If $$P_{\R{Z}'}$$ is unknown, we can apply a change of variable

(8)$r(z) = \frac{dQ(z)}{dP_{\R{Z}'}(z)},$

which absorbs the unknown reference into the parameter.

Proposition 4

(9)\begin{split} \begin{align} D(P_{\R{Z}}\|P_{\R{Z}'}) & = \sup_{\substack{r:\mc{Z}\to \mathbb{R}_+\\ E[r(\R{Z}')]=1}} E \left[ \log r(\R{Z}) \right] \end{align} \end{split}

where the optimal $$r$$ satisfies $$r(\R{Z}) = \frac{dP_{\R{Z}}(\R{Z})}{dP_{\R{Z}'}(\R{Z})}.$$

Exercise

Show using (8) that the optimal solution satisfies the constraint stated in the supremum (9).

Solution

The constraint on $$r$$ is obtained from the constraint on $$Q\in \mc{P}(\mc{Z})$$, i.e., with $$dQ(z)=r(z)dP_{\R{Z}'}(z)$$,

\begin{split} \begin{align*} dQ(z) \geq 0 &\iff r(z)\geq 0\\ \int_{\mc{Z}}dQ(z)=1 &\iff E[r(\R{Z}')]=1. \end{align*} \end{split}

The next step is to train a neural network that computes $$r$$. What about?

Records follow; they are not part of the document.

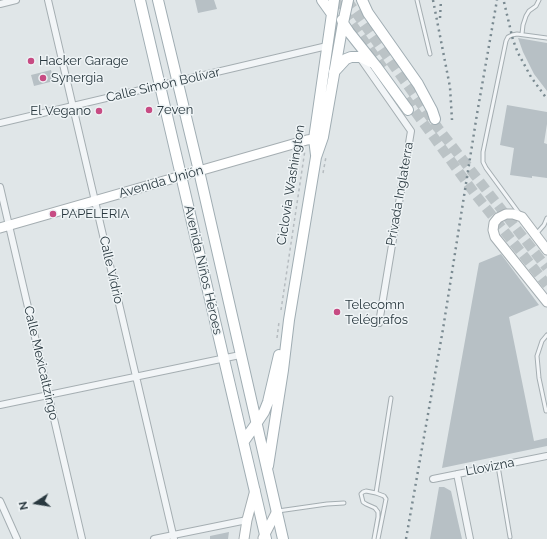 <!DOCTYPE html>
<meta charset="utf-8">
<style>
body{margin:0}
#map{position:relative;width:547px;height:539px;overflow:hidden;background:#e0e6e8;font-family:Raleway,sans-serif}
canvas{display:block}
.north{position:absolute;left:16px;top:483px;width:40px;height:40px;-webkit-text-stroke:3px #eff4f6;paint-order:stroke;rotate:258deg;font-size:11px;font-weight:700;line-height:16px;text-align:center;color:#29383f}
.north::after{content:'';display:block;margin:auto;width:14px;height:18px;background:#29383f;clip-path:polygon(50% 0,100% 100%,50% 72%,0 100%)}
</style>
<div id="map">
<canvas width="547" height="539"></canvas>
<div class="north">N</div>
</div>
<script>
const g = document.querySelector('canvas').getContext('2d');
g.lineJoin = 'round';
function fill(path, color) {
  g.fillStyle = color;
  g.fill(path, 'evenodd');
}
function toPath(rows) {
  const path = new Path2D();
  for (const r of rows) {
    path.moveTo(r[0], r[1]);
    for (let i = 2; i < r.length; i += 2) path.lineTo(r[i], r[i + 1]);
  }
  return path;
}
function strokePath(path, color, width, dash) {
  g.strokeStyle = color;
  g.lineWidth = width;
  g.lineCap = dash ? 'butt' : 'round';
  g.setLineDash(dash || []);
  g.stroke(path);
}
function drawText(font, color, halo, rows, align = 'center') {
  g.font = font + ' Raleway,sans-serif';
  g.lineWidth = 3;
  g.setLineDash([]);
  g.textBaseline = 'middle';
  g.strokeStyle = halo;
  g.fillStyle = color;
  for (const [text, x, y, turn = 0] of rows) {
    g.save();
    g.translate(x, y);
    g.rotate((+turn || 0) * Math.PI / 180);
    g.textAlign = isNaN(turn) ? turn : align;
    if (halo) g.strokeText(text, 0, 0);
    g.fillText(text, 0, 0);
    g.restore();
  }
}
fill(toPath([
 [195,0,214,0,217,9,198,13],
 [518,38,547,43,547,91,534,74,523,52],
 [51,70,54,81,34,86,31,75],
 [507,105,547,112,547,124,544,143,547,144,547,178,532,176,532,178,510,175,514,148,500,145],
 [501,254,539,305,509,317,534,441,547,438,547,446,442,468,479,263],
 [439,487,444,487,451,491,462,539,430,539],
 [229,532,228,539,210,539,210,536]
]), '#b7c0c5');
strokePath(toPath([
 [335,0,383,68],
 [347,0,438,128,547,268],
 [406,99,475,194,547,285]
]), '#bbc3c6', 10, [10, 5]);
const service = toPath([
 [417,0,430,54],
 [522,34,523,25,526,16,529,11,536,6,539,0],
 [519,213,486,168,483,162,483,152,506,41,508,37,512,35,517,34,547,38],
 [537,233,544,225,547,218],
 [546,411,539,378,537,356,542,341,547,335],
 [498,466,510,537],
 [278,511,327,504,344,503],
 [374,539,378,517,378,512,375,508,366,504,363,502,361,494,363,492,366,491,376,493],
 [378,539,386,499,384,496,376,493,391,398]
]);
const minor = toPath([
 [48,0,174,539],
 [0,4,16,0],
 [360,58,411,131,379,323],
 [0,123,327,46],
 [0,187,82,539],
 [0,405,240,355],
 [457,474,470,539],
 [433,479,547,456],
 [0,501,17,539],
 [154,539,247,520]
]);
const secondary = toPath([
 [0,228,307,140,320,138],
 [547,250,522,217,513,214,506,214,498,218,494,223,493,230,495,237,547,302],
 [263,538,277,511],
 [244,539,247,520,255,490]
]);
const primary = toPath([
 [140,0,266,539],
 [158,0,199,171,283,539],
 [322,0,332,14],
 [362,0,368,13,418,84,432,110,435,119],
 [342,20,343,23,349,32,376,66,408,110],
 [334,72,346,59,351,57,359,57,363,58,371,62],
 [316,155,314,139,334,0],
 [244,441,256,424,264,412,268,402,279,355],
 [268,466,283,370,289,320,316,157,323,137,343,23,348,0]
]);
strokePath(service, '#a5aeb2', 5);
strokePath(minor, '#a5aeb2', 8);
strokePath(secondary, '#a5aeb2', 11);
strokePath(primary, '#a0adb3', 12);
strokePath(toPath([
 [323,173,326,157],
 [281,310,305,150],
 [277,338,279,322]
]), '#b6bcc0', 1.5, [3, 3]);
strokePath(service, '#f2f5f7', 3);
strokePath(minor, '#f2f5f7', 6);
strokePath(secondary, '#fff', 9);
strokePath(primary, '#fff', 10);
strokePath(toPath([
 [433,0,450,87,452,120],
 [504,2,513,40,518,53,531,77,547,99],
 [440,18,441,0],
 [406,539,443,329,477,114,497,0]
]), '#7a8a91', 2.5, [2, 4]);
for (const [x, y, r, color] of [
 [31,61,4,"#c74b83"],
 [43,78,4,"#c74b83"],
 [149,110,4,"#c74b83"],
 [99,111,4,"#c74b83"],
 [53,214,4,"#c74b83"],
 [337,312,4,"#c74b83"]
]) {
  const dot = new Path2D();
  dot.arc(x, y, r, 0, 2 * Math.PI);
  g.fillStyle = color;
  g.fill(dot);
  strokePath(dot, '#eff4f6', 1.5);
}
drawText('13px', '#29383f', '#eff4f6', [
 ["Hacker Garage",39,61],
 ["Synergia",51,78],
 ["7even",157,110],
 ["El Vegano",91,111,"right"],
 ["PAPELERIA",61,214],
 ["Telecomn",345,305],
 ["Telégrafos",345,320]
], 'left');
drawText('13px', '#29383f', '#eff4f6', [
 ["Calle Simón Bolívar",163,85,-13],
 ["Avenida Unión",161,182,-16],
 ["Ciclovía Washington",291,185,-81],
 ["Privada Inglaterra",400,194,-80],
 ["Calle Vidrio",111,270,77],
 ["Avenida Niños Héroes",203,270,77],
 ["Calle Mexicaltzingo",41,363,77],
 ["Llovizna",490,467,-11]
]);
</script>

(10)\begin{split} \begin{align} D(P_{\R{Z}}\|P_{\R{Z}'}) \approx \sup_{\substack{r:\mc{Z}\to \mathbb{R}_+\\ \frac1{n'}\sum_{i\in [n']} r(\R{Z}'_i)=1}} \frac1n \sum_{i\in [n]} \log r(\R{Z}_i) \end{align} \end{split}

How to impose the constraint on $$r$$ when training a neural network?

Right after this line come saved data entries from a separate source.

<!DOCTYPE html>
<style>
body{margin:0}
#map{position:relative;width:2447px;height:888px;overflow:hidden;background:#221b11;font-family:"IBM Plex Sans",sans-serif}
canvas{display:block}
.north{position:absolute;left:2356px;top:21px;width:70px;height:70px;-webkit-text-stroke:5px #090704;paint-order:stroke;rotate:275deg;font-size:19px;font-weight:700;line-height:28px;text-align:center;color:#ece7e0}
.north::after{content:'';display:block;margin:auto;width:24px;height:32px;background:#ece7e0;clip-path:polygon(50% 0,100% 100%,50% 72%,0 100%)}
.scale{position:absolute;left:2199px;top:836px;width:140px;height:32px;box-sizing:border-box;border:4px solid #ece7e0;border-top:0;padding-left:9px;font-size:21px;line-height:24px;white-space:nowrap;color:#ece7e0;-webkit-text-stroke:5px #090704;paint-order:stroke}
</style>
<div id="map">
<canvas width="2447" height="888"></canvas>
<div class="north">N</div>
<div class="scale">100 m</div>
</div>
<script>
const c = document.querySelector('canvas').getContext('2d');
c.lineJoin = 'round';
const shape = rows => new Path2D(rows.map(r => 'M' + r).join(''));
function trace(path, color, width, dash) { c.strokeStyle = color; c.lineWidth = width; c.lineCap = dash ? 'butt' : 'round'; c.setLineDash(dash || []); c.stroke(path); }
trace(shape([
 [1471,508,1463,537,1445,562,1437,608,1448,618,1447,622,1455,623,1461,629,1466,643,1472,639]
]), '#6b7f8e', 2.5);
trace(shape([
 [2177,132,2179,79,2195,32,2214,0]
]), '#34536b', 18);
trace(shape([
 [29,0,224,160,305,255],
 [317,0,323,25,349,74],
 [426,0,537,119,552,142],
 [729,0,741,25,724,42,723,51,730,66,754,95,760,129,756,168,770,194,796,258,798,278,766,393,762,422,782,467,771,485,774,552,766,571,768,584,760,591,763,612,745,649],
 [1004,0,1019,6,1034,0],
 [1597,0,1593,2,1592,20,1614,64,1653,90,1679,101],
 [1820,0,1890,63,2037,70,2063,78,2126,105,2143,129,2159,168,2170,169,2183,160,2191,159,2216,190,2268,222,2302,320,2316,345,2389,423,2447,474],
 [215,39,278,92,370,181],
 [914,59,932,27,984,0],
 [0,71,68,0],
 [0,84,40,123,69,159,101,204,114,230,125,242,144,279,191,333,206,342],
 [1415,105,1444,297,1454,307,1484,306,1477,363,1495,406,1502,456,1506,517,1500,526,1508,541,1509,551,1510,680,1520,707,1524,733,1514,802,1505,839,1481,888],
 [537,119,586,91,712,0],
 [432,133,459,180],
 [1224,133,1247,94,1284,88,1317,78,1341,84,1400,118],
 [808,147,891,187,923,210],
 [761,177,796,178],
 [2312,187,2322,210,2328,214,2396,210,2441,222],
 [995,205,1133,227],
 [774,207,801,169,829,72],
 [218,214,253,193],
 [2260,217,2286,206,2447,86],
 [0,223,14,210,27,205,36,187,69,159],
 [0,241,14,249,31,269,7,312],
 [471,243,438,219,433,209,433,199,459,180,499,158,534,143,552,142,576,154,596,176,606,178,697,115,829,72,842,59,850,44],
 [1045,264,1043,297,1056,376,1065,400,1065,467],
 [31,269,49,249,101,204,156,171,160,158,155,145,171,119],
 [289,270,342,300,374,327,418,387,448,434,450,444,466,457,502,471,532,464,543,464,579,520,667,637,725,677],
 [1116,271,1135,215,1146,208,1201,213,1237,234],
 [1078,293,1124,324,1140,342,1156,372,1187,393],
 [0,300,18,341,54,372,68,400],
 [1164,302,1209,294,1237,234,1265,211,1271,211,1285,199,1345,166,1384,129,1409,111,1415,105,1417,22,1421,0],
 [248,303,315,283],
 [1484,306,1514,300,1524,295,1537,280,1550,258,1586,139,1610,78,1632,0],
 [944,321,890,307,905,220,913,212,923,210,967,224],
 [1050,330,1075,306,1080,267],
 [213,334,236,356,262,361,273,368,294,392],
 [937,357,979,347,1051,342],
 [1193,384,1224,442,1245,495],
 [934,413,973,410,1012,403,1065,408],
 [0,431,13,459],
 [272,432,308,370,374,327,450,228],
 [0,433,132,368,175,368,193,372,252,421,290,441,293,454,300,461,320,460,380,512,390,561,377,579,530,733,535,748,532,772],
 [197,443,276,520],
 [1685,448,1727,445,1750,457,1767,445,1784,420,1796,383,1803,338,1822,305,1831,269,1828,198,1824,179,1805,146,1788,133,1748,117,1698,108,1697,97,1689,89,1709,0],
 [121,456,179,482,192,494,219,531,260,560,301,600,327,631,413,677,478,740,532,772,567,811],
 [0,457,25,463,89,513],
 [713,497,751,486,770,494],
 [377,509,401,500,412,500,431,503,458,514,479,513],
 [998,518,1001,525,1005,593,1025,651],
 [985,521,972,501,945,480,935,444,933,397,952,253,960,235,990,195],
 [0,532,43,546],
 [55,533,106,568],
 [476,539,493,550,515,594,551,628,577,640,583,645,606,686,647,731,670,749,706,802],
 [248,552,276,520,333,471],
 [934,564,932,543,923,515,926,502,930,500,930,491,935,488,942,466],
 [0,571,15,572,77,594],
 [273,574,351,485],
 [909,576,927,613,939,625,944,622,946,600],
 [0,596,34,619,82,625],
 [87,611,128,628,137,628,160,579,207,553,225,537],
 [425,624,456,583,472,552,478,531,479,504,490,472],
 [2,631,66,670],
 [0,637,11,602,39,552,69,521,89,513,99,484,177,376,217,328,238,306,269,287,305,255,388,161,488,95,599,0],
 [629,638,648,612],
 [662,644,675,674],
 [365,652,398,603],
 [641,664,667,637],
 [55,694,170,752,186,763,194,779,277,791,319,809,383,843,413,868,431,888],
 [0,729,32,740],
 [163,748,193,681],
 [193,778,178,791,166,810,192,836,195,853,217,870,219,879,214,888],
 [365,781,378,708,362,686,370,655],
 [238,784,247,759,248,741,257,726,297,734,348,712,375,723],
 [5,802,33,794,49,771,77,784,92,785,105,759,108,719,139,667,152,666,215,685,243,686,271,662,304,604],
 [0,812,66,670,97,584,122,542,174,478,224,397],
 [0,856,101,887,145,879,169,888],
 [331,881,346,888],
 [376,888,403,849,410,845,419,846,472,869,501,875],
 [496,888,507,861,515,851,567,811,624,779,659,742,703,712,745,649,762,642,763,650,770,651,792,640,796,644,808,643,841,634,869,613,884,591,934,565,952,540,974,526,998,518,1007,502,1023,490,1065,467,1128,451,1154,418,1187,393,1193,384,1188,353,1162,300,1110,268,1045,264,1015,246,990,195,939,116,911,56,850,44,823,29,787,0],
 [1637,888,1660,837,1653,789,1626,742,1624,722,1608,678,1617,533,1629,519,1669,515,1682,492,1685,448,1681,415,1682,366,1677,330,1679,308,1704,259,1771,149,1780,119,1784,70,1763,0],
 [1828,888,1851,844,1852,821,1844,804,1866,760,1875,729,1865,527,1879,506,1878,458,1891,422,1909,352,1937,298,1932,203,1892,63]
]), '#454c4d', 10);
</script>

We can apply a change of variable:

(11)\begin{align} r(z)&=\frac{e^{t(z)}}{E[e^{t(\R{Z}')}]}. \end{align}

Exercise

Show that $$r$$ defined in (11) satisfies the constraint in (7) for all real-valued function $$t:\mc{Z}\to \mathbb{R}$$.

Solution

\begin{align} E\left[ \frac{e^{t(\R{Z}')}}{E[e^{t(\R{Z}')}]} \right] = \frac{E\left[ e^{t(\R{Z}')} \right]}{E[e^{t(\R{Z}')}]} = 1. \end{align}

Substituting (11) into (7) gives the well-known Donsker-Varadhan (DV) formula [1]:

(12)\begin{align} D(P_{\R{Z}}\|P_{\R{Z}'}) = \sup_{t: \mc{Z} \to \mathbb{R}} E[t(\R{Z})] - \log E[e^{t(\R{Z}')}] \end{align}

where the optimal $$t$$ satisfies

(13)\begin{align} t(\R{Z}) = \log \frac{dP_{\R{Z}}(\R{Z})}{dP_{\R{Z}'}(\R{Z})} + c \end{align}

almost surely for some constant $$c$$.

The divergence can be estimated as follows instead of (10):

(14)\begin{align} D(P_{\R{Z}}\|P_{\R{Z}'}) \approx \sup_{t: \mc{Z} \to \mathbb{R}} \frac1n \sum_{i\in [n]} t(\R{Z}_i) - \frac1{n'}\sum_{i\in [n']} e^{t(\R{Z}'_i)} \end{align}

In summary, the neural estimation of KL divergence is a sample average of (2) but

$D(P_{\R{Z}}\| P_{\R{Z}'}) = \underset{\stackrel{\uparrow}\sup_t}{} \overbrace{E}^{\op{avg}} \bigg[ \log \underbrace{\frac{P_{\R{Z}}(\R{Z})}{P_{\R{Z}'}(\R{Z})}}_{\frac{e^{t(\R{Z})}}{\underbrace{E}_{\op{avg}}[e^{t(\R{Z}')}]}} \bigg].$

but with the unknown density ratio replaced by (11) trained as a neural network.